Task instructions: For the entries below, say how many lines include the word "新华北路" and add nothing else.
※
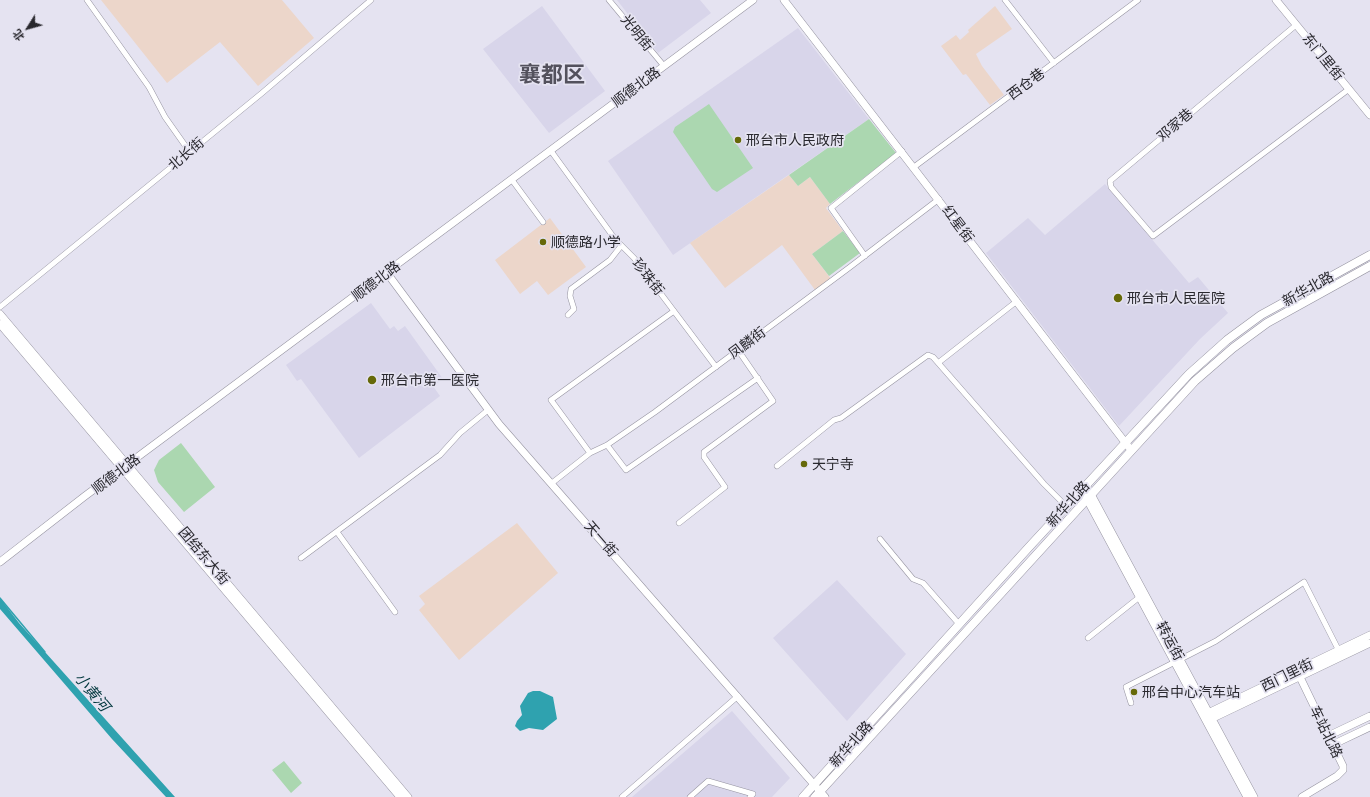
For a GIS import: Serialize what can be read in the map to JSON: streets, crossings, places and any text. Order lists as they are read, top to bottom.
{
  "streets": {
    "main road": ["新华北路"],
    "street": [
      "光明街",
      "东门里街",
      "西仓巷",
      "顺德北路",
      "邓家巷",
      "北长街",
      "红星街",
      "珍珠街",
      "凤麟街",
      "天一街",
      "团结东大街",
      "转运街",
      "西门里街",
      "车站北路"
    ]
  },
  "crossings": [
    ["光明街", "顺德北路"],
    ["东门里街", "邓家巷"],
    ["西仓巷", "红星街"],
    ["顺德北路", "珍珠街"],
    ["顺德北路", "天一街"],
    ["顺德北路", "团结东大街"],
    ["红星街", "新华北路"],
    ["红星街", "凤麟街"],
    ["珍珠街", "凤麟街"],
    ["新华北路", "天一街"],
    ["新华北路", "转运街"],
    ["凤麟街", "天一街"],
    ["西门里街", "车站北路"]
  ],
  "districts": ["襄都区"],
  "water": ["小黄河"],
  "places": [
    "邢台市人民政府",
    "顺德路小学",
    "邢台市人民医院",
    "邢台市第一医院",
    "天宁寺",
    "邢台中心汽车站"
  ],
  "north": "bottom left"
}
※
Answer for the task: 4